The only fix effectively amounts to replacing the entire system, which the owners are reluctant to pay for.

On the other hand, they recently fitted a Bafang kit and were pleasantly surprised by the apparent quality.

I would just be a little more convinced if I saw more - or any - Chinese ebikes on the road which have done a few thousand miles or lasted a few years.


----------



## confusedcyclist (11 Nov 2019)

If you are a heavy rider, and/or plan on including steep hills and want to minimise the hard work, the only Bosch motor worth your time is the CX performance which has 75Nm torque, and the 2020 model is much improved(*) over previous iterations. Bosch designed out the internal gearing drag that made the motor feel sluggish once the motor cuts out, so pedalling under your own steam feels more like spinning a traditional bottom bracket. You won't find it heavily discounted until next years tech is being marketed. If you don't plan on riding much over 15.5mph, then you might find the older CX performance motor equipped bikes well priced and suitably powerful enough to get you up steep climbs. If are prepared to work a little harder (not much mind) you might find the Active Line Plus equipped bike at a better price, but they have 50Nm torque.

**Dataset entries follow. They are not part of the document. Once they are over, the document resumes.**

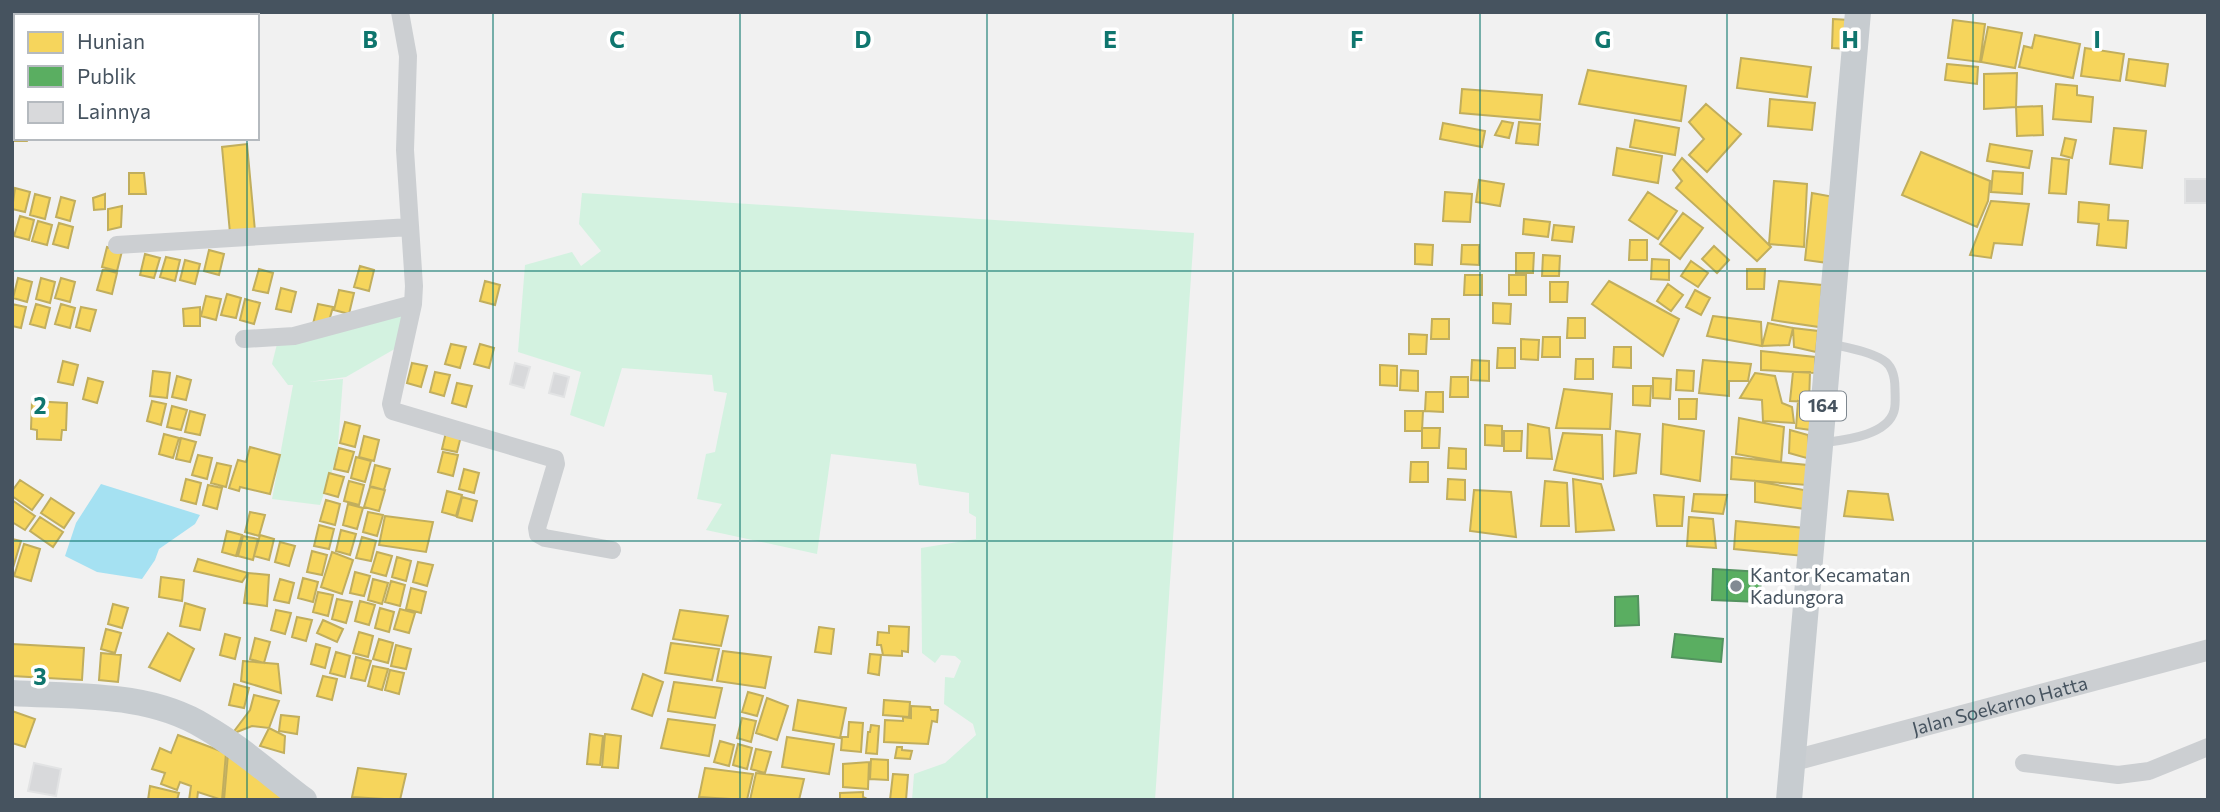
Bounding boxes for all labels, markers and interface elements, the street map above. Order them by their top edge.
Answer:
legend [14,14,259,140]
text: B [362,25,378,53]
text: C [609,25,625,53]
text: D [855,25,872,53]
text: E [1103,25,1117,53]
text: F [1350,25,1364,53]
text: G [1595,25,1611,53]
text: H [1841,25,1859,53]
text: I [2093,25,2101,53]
text: Hunian [77,28,145,53]
text: Publik [77,63,136,88]
text: Lainnya [77,98,151,123]
text: 2 [33,391,47,419]
road number: 164 [1800,392,1846,420]
place label: Kantor Kecamatan Kadungora [1750,563,1910,608]
marker: Kantor Kecamatan Kadungora [1728,578,1744,594]
text: 3 [33,662,47,690]
street label: Jalan Soekarno Hatta [1909,671,2090,740]

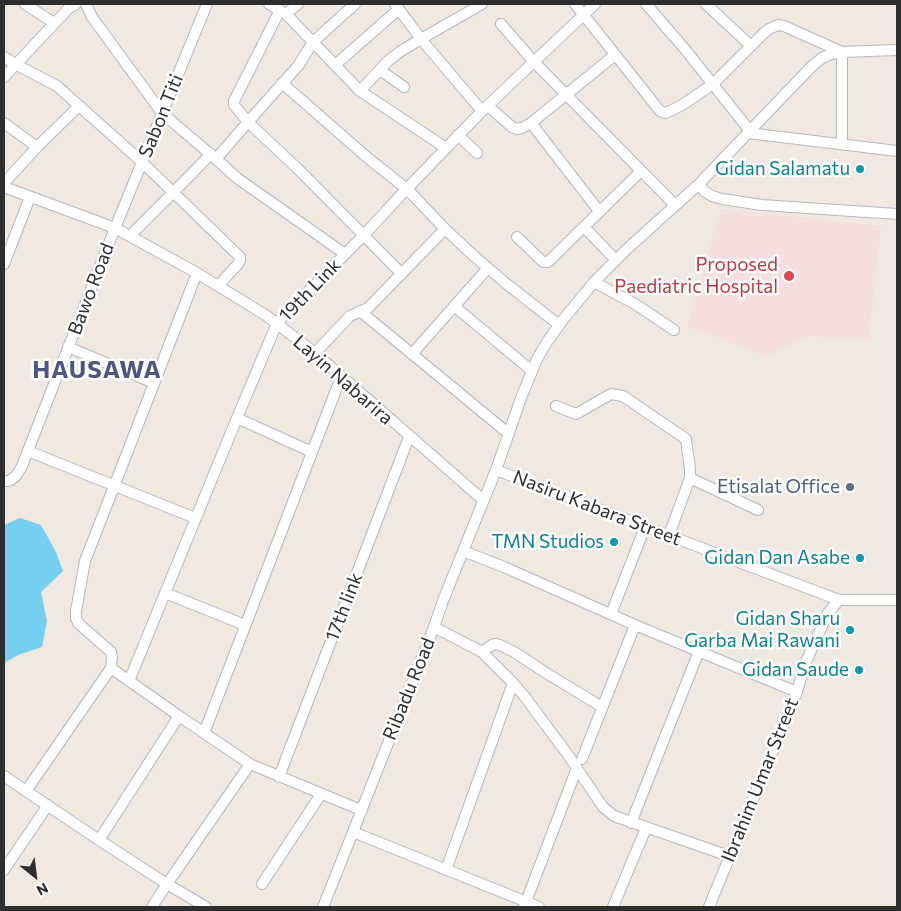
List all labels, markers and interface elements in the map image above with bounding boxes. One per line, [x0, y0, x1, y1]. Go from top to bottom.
street label: Sabon Titi [134, 71, 188, 161]
place label: Gidan Salamatu [715, 158, 850, 180]
marker: Gidan Salamatu [854, 163, 866, 175]
street label: Bawo Road [63, 240, 119, 338]
street label: 19th Link [274, 254, 346, 326]
place label: Proposed Paediatric Hospital [614, 254, 778, 298]
marker: Proposed Paediatric Hospital [782, 269, 796, 283]
street label: Layin Nabarira [288, 330, 398, 430]
district label: HAUSAWA [31, 356, 163, 384]
street label: Nasiru Kabara Street [510, 465, 684, 551]
place label: Etisalat Office [717, 476, 840, 498]
marker: Etisalat Office [844, 481, 856, 493]
place label: TMN Studios [491, 531, 604, 553]
marker: TMN Studios [608, 536, 620, 548]
place label: Gidan Dan Asabe [704, 547, 850, 569]
marker: Gidan Dan Asabe [854, 552, 866, 564]
street label: 17th link [321, 570, 367, 644]
place label: Gidan Sharu Garba Mai Rawani [684, 608, 840, 652]
marker: Gidan Sharu Garba Mai Rawani [844, 624, 856, 636]
street label: Ribadu Road [378, 634, 440, 744]
place label: Gidan Saude [742, 659, 849, 681]
marker: Gidan Saude [853, 664, 865, 676]
street label: Ibrahim Umar Street [717, 695, 803, 865]
north arrow [10, 851, 60, 901]
text: N [34, 880, 51, 900]

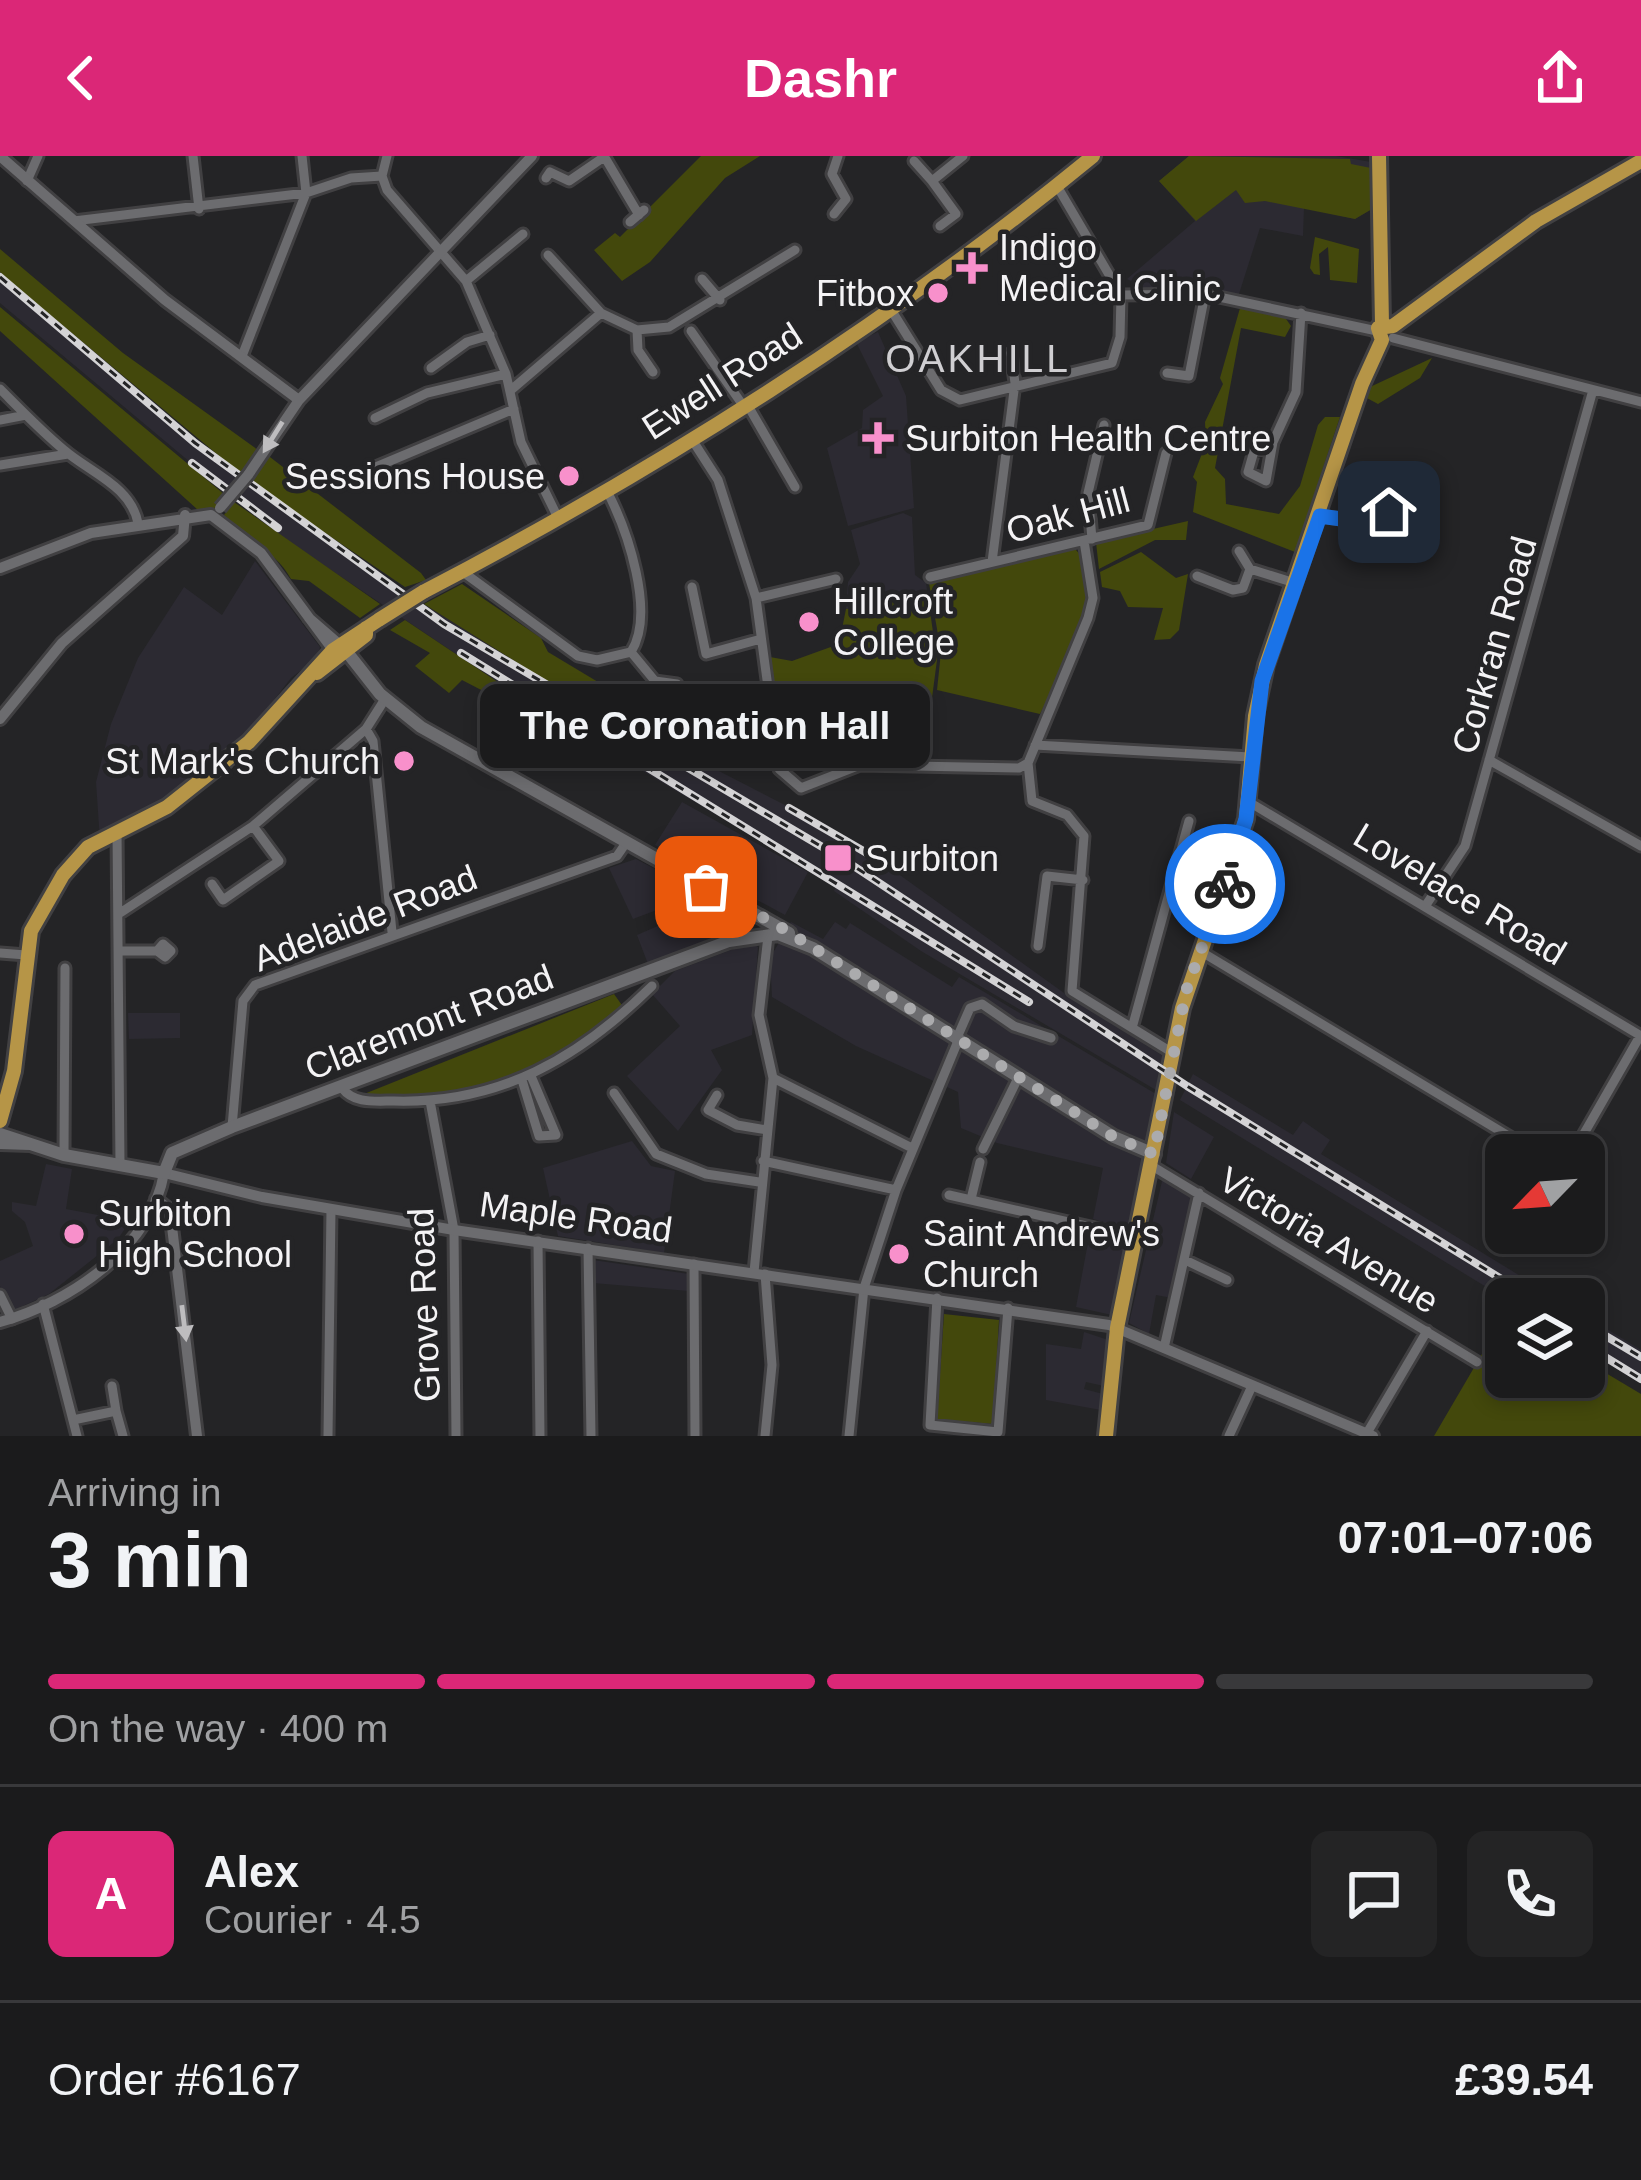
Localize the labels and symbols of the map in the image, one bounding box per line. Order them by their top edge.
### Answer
place label: Indigo Medical Clinic [999,227,1221,309]
marker: Indigo Medical Clinic [956,252,988,284]
place label: Fitbox [816,273,914,314]
marker: Fitbox [925,280,951,306]
street label: Ewell Road [634,314,810,448]
district label: OAKHILL [885,337,1071,380]
place label: Surbiton Health Centre [905,418,1271,459]
one-way arrow [263,420,284,454]
marker: Surbiton Health Centre [862,422,894,454]
place label: Sessions House [285,456,545,497]
pin [1338,461,1440,563]
marker: Sessions House [556,463,582,489]
street label: Oak Hill [1002,479,1134,551]
street label: Corkran Road [1443,532,1545,758]
place label: Hillcroft College [833,581,955,663]
marker: Hillcroft College [796,609,822,635]
callout: The Coronation Hall [481,683,931,767]
place label: St Mark's Church [105,741,380,782]
marker: St Mark's Church [391,748,417,774]
street label: Lovelace Road [1347,815,1573,973]
courier [1165,824,1285,944]
pin [655,836,757,938]
place label: Surbiton [865,838,999,879]
marker: Surbiton [822,842,854,874]
street label: Adelaide Road [247,857,483,979]
street label: Claremont Road [299,956,559,1088]
north arrow [1485,1134,1605,1254]
street label: Victoria Avenue [1212,1158,1446,1322]
street label: Maple Road [477,1183,675,1251]
place label: Surbiton High School [98,1193,292,1275]
street label: Grove Road [400,1207,448,1403]
place label: Saint Andrew's Church [923,1213,1160,1295]
marker: Surbiton High School [61,1221,87,1247]
marker: Saint Andrew's Church [886,1241,912,1267]
one-way arrow [174,1305,193,1342]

The more basic 40Nm Active Line motor seems to me to be aimed at flatter, casual and urban rides, the CX at mountain bikers, performance road ebikes, and heavy touring whereas and the AL+ is the middle ground, probably good enough for commuting that doesn't include big hills.

*I have yet to try it myself, but ask me again next week when I'll finally have taken delivery.


----------



## mynydd (11 Nov 2019)

Thanks for all the input. Having spent a lot of yesterday trawling the internet for electric kits etc. I've decided to sit tight until I can buy an entire ebike locally (current favourite being the cube touring 500) the main reason being the need for reliability, warranty etc. the bike will be used daily, and to be honest my experience of lighting systems etc, bough online from afar, that appear to be great, until they suddenly stop working puts me off....
but I do like the idea of building my own ebike, maybe one day as a project but not for the bike I rely on daily to get to and from work, in all weathers.
Thanks again, you've all been really helpful.


----------



## Pale Rider (11 Nov 2019)

Not a bad plan.

A local dealer should be able to give you a test ride.

One Bosch bike is much like another, so a ride on any bike with that motor will give you a good idea if one will be suitable.

Most pushbike riders like the Bosch motor for its natural cycling feel, but it is no moped which means some effort will be required particularly on steeper hills.


----------



## mynydd (11 Nov 2019)

Pale Rider said:


> some effort will be required particularly on steeper hills.


That's fine.... I still want a bit of a workout, just not quite as much as I'm currently getting


----------



## Smudge (14 Nov 2019)

The Scott eride in the OP post is now down to £1,099 at Rutland. Which is a really good deal if the lower torque Bosch motor doesn't bother you.


----------



## mynydd (14 Nov 2019)

Smudge said:


> The Scott eride in the OP post is now down to £1,099 at Rutland. Which is a really good deal if the lower torque Bosch motor doesn't bother you.


 if only I didn’t live at the top of a seven mile bloody hill......


----------



## Pale Rider (14 Nov 2019)

mynydd said:


> if only I didn’t live at the top of a seven mile bloody hill......



Don't rule the bike out because of the lower torque motor.

As a commuter, you must be reasonably fit.

The Scott bike may be enough for you requirements, even if you have to resort to turbo setting for the hill.

With a comparatively short round trip you don't need to worry about battery consumption.


----------



## mynydd (14 Nov 2019)

They’ve all gone now, which probably isn’t a bad thing tbh......


----------



## Pale Rider (15 Nov 2019)

You could do worse than have a squint at the Halfords Crossfuse bike that has a Bosch motor.

The spec is not that clear on the web, but it is one of the latest Active Line motors.

Currently showing at £1,699, but more skilled internet shoppers than me might be able to get a few hundred off that.

https://www.halfords.com/cycling/bi...use-mens-electric-hybrid-bike-17-19-21-frames


----------



## Phil Fouracre (15 Nov 2019)

Not that knowledgeable on the full range of these bikes available, but, we’ve bought two Scott Axis eride evo’s and, not sure if it’s any help, but absolutely love them :-)


----------